La nota curiosa la aporta Teófilo, que, amigo de todos, sin embargo no está al tanto de lo que se venía preparando, y cuando aquella tarde, también de vuelta de paseo, uno de los compinchados le dice “nos vamos a escapar ¿te vienes con nosotros?”, no lo piensa mucho y pasa a ser el número siete y el menor en edad de los fugados.

Los preparativos se limitan a unos bocadillos hechos el día antes, que guardan en el dormitorio. Llega el momento y Pacuco se presta a subir a por tan escasas provisiones, las cuales envuelve en su capa del uniforme, a manera de talego, pero surge el primer contratiempo.
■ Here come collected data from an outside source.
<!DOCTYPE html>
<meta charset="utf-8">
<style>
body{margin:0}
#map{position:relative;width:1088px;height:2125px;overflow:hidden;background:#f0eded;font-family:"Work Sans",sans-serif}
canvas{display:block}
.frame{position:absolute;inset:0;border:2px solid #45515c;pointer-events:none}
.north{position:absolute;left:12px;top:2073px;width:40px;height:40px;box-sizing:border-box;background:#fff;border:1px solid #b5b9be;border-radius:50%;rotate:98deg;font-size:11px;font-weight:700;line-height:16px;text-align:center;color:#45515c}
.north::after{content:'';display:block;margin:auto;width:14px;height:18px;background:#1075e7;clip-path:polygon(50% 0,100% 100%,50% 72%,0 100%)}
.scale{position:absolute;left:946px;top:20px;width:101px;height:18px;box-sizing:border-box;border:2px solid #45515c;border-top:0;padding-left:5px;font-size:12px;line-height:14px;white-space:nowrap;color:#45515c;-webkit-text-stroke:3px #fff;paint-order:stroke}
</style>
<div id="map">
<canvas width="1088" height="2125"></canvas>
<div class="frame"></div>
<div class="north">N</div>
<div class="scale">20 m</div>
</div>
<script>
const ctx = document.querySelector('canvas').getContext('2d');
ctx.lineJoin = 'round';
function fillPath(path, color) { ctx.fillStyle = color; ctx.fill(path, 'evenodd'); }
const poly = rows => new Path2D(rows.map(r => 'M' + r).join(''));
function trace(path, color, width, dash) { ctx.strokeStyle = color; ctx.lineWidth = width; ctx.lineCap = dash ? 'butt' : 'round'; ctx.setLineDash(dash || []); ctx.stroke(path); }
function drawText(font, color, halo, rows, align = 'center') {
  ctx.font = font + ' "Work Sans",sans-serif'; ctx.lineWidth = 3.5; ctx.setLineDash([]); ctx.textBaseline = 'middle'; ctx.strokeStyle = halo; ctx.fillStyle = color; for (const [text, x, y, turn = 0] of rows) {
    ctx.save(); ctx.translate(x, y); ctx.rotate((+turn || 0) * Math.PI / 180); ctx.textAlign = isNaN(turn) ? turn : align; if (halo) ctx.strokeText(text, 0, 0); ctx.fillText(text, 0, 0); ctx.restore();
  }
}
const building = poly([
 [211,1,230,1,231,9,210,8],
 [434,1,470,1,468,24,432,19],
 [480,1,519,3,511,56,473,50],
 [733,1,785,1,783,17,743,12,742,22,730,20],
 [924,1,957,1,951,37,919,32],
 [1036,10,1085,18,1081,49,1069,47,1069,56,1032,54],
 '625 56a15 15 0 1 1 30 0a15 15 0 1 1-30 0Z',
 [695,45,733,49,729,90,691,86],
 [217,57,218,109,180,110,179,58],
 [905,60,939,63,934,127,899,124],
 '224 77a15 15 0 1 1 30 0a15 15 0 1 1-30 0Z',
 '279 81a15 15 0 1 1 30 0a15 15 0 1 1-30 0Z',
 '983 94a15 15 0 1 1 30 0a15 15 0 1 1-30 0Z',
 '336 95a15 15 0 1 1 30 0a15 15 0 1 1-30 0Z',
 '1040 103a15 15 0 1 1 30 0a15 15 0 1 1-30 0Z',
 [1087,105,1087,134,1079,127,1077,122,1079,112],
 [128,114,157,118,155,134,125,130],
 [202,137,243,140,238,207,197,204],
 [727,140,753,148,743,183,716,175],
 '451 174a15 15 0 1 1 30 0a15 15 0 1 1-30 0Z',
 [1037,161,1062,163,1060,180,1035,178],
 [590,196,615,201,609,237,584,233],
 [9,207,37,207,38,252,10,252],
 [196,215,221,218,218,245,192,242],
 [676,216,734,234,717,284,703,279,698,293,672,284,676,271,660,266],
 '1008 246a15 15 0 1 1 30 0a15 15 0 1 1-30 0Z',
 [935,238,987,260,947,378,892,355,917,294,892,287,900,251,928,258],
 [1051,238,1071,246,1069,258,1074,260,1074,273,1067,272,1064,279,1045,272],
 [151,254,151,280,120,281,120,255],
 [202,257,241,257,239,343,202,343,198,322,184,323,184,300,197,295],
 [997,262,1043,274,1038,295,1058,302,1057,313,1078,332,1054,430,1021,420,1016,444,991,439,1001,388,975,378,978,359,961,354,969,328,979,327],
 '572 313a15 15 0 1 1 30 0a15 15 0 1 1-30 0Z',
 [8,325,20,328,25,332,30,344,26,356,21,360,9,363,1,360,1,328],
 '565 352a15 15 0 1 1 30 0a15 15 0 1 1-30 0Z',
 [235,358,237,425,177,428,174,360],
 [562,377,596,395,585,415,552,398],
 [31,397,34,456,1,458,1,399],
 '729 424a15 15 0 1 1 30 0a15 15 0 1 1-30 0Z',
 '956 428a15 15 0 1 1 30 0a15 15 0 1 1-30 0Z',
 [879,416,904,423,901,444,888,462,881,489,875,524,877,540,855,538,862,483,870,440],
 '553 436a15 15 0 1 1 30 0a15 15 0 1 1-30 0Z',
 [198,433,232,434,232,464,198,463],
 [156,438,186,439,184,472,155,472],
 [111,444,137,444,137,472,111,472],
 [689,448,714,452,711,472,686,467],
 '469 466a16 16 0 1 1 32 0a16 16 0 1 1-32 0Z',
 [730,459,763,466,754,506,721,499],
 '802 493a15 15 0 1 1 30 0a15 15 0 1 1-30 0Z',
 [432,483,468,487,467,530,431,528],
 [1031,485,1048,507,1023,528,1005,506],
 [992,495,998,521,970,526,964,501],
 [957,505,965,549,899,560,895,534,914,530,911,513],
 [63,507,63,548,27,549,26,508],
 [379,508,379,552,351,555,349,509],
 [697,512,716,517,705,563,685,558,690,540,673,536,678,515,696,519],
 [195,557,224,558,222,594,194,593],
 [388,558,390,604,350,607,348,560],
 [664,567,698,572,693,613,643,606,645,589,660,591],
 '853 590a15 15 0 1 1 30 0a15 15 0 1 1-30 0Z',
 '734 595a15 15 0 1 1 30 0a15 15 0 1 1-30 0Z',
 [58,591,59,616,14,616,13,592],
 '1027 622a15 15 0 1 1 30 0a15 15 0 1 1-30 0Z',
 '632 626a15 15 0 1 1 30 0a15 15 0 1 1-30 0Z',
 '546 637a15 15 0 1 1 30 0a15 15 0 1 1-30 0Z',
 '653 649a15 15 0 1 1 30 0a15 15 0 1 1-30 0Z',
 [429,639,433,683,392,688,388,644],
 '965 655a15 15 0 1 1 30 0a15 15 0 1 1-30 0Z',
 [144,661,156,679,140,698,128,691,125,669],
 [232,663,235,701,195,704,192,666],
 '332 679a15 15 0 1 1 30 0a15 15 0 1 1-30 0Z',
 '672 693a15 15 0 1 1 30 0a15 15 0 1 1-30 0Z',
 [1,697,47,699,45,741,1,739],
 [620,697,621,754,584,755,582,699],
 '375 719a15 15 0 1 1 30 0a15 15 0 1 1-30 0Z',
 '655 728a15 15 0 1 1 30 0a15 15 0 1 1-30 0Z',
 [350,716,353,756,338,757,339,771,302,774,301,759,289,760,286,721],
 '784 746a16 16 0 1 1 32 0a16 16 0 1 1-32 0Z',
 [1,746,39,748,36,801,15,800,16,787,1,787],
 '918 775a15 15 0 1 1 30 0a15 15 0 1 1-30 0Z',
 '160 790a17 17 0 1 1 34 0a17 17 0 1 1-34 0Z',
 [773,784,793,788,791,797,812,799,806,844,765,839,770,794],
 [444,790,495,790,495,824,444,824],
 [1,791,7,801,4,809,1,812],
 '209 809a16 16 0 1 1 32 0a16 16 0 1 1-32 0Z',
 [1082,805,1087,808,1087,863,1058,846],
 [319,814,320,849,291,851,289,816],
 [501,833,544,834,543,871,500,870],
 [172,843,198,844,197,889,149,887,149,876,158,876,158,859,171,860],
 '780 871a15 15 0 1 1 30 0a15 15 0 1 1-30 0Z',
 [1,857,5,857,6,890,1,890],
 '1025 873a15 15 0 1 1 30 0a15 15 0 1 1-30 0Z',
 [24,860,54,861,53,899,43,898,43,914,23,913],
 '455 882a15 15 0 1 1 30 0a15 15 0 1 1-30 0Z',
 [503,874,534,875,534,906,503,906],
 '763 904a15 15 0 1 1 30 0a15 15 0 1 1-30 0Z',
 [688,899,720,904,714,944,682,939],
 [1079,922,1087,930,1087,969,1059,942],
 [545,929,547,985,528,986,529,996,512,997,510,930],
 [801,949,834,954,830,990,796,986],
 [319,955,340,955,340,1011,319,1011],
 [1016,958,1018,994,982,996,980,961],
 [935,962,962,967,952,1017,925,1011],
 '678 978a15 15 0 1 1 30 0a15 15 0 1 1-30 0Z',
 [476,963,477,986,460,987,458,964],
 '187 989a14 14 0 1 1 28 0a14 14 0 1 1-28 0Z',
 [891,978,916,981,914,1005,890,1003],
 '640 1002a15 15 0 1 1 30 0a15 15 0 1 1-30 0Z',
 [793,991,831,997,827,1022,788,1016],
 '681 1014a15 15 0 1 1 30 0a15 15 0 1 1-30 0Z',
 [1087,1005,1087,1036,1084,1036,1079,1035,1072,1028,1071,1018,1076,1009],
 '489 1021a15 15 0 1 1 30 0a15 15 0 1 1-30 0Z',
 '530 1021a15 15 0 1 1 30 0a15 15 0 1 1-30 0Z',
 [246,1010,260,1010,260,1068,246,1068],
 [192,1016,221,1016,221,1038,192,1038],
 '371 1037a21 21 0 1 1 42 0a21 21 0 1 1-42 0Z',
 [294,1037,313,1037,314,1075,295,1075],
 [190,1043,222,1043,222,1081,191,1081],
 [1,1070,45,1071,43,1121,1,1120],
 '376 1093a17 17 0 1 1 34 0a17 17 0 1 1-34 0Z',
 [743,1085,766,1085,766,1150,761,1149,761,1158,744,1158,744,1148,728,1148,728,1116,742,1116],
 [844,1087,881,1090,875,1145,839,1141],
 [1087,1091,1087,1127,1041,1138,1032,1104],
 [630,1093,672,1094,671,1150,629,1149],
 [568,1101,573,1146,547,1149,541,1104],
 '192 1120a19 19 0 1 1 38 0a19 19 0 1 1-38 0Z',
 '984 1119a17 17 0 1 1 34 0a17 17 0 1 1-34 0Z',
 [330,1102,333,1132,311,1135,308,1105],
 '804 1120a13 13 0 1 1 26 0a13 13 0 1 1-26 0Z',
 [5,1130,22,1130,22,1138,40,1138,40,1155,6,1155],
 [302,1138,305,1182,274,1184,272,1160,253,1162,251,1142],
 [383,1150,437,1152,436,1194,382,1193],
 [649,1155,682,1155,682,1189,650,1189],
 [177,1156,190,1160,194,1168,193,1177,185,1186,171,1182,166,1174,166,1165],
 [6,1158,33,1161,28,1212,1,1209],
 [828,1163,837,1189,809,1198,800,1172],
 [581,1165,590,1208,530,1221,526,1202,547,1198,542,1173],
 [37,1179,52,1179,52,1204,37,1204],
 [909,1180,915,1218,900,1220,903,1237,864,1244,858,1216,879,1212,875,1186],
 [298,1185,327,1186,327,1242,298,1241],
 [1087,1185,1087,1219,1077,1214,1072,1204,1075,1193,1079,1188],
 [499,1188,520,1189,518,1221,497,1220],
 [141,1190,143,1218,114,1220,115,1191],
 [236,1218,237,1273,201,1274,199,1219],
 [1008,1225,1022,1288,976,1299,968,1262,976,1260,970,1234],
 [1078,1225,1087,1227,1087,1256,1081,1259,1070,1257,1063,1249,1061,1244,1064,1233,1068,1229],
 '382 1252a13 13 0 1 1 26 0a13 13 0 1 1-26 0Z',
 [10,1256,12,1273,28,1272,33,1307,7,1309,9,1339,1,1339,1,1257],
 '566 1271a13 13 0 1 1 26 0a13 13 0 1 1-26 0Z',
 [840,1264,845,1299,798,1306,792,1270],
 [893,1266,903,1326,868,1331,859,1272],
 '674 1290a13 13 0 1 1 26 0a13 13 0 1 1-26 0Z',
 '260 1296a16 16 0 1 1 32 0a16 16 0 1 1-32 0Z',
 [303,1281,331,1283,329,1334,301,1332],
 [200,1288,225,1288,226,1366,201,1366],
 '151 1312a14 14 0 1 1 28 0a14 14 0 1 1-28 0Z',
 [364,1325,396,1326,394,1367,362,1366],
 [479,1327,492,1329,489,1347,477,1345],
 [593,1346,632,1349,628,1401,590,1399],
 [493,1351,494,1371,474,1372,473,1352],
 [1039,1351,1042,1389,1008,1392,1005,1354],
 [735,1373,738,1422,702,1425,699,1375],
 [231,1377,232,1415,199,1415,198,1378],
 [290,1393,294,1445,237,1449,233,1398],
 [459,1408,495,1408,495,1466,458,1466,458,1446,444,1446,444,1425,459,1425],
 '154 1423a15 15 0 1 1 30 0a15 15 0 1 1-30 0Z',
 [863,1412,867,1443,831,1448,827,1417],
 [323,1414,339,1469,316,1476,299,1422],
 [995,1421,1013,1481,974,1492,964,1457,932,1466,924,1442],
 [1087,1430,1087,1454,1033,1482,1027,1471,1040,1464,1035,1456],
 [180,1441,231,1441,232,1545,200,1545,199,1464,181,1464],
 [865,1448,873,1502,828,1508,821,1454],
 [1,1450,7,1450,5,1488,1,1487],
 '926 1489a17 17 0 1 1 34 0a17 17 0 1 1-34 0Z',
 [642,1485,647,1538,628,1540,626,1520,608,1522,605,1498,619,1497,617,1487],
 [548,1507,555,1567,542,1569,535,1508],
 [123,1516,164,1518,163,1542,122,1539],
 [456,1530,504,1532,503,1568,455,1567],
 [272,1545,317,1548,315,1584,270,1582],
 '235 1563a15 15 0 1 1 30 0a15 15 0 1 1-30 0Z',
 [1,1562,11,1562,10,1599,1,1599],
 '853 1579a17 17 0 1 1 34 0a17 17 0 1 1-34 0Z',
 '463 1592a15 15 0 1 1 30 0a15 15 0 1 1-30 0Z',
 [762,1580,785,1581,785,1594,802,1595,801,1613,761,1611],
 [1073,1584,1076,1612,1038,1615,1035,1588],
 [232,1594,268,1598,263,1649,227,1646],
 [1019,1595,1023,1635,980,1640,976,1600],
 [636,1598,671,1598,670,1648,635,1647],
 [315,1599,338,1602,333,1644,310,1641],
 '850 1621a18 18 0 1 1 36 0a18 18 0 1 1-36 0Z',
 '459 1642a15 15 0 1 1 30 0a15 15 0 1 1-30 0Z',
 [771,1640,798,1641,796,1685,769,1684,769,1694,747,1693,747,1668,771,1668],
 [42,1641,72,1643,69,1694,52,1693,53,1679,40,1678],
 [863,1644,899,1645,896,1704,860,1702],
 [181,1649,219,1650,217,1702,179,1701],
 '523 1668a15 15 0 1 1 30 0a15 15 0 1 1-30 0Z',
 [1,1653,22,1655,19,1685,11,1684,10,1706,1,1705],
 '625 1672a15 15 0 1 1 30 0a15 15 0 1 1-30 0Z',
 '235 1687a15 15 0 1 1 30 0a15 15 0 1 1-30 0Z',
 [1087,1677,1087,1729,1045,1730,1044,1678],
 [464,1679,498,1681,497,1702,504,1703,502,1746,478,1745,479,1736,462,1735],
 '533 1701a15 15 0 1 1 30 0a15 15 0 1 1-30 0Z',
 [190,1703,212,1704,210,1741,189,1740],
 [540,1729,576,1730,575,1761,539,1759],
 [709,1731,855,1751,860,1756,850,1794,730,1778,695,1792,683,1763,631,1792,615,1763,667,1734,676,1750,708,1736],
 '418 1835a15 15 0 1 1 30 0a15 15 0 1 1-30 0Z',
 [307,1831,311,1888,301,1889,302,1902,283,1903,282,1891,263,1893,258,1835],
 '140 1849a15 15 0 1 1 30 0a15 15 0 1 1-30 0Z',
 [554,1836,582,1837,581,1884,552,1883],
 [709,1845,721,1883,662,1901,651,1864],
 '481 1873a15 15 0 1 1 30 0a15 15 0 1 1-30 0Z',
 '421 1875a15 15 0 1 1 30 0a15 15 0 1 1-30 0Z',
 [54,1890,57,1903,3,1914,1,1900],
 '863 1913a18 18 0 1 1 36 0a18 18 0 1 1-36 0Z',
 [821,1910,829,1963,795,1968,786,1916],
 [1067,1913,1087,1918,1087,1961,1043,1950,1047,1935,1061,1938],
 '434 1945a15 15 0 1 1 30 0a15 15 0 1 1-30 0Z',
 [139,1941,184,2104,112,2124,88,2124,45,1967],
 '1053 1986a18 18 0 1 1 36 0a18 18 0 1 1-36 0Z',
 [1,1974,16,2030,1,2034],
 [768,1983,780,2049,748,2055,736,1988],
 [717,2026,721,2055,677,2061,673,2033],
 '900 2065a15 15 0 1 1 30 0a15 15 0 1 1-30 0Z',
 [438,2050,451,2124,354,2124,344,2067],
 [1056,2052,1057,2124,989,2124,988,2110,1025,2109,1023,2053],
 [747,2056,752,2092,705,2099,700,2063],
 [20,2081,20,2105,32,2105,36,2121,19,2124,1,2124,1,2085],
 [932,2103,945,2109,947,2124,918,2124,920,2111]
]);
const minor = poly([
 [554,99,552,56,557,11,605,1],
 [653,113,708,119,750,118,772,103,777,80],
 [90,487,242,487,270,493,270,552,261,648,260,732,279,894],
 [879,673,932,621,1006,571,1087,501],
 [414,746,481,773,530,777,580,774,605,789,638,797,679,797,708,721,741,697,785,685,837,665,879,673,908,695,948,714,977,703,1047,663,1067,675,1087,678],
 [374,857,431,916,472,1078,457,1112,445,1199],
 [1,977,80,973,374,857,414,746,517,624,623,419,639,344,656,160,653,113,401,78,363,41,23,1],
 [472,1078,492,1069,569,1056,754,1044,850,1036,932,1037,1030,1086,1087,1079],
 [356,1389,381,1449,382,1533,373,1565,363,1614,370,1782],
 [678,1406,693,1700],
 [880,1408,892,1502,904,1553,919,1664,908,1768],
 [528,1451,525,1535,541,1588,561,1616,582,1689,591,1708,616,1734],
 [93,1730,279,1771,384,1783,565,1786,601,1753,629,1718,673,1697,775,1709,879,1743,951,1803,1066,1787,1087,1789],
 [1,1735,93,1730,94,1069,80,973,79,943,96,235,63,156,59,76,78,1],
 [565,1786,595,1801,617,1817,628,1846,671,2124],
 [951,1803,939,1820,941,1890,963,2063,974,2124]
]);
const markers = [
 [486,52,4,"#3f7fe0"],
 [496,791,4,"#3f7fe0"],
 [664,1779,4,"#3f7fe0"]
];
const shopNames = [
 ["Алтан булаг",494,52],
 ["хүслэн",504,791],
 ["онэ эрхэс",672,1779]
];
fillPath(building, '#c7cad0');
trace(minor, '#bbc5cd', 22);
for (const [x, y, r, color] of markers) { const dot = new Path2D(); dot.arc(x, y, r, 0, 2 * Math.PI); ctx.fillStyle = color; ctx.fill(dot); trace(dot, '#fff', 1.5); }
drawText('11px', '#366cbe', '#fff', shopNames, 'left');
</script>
Cuando se dispone a bajar, ve a dos inspectores hablando en un descansillo, conversación que se prolonga y prolonga en exceso, lo cual trasmite desde la ventana del tercero a los que le esperan en el patio. Éstos, aprovechando que se estaba remodelando la fachada y los obreros usan una polea de la que cuelga una cubeta de goma, para la subida de materiales, le sugieren que se ponga de pie sobre la misma y ellos, desde abajo y con la cuerda, le descenderán.

Empieza el descenso y cuando va a la altura del segundo un “gracioso” da “el queo” (por entonces, voz de alerta entre maleantes para advertir de la proximidad de alguien que podría perturbar la fechoría en ejecución, y que, aunque ahora cueste creerlo, se usaba en el Colegio). A la voz de “¡queo, queo, el inspector!, Pacuco, en la seguridad de que los de abajo soltando la cuerda desaparecerían, como así fue, se dejó caer desde tal altura resultando con las  manos “quemadas” por el roce con la soga .

Superado el trance sin más consecuencias, se inicia la escapada de los siete, vestidos con el uniforme del Centro, según volvieron del paseo, incluida la capa pero sin la gorra, y lo primero que hacen es alquilar en un establecimiento próximo las seis últimas bicicletas que quedaban; una menos de las necesarias, de modo que uno de ellos tuvo que viajar en el cuadro mientras otro pedaleaba. Un gran inconveniente para los dos, fácil de entender, y para el grupo que hubo de marchar más lentamente. Así y todo, cruzan Madrid, llegando a eso de las diez de la noche a la carretera de Andalucía donde, tras esconder las “bicis”, empiezan el camino a pie.

Los siete marchan por el arcén de la carretera, por la que apenas circulan vehículos, ocurriéndosele, no recuerdan a quién, que podrían parar alguno que les llevase, y para ello nada mejor que usar la pistola. Sí, la pistola que Solans trae consigo, propiedad de su abuelo, general del Ejército, y que debió coger aquella misma tarde en el domicilio familiar. Tres o cuatro veces intentan disparar a las ruedas de otros tantos coches sin que el arma, por suerte, respondiera. El desconocimiento de todos de tener que “montarla” (tirar con fuerza de la corredera hacia atrás), una vez introducido el cargador, tal vez evitó una o más desgracias, con sus consecuencias, impensables para ellos en aquellos momentos.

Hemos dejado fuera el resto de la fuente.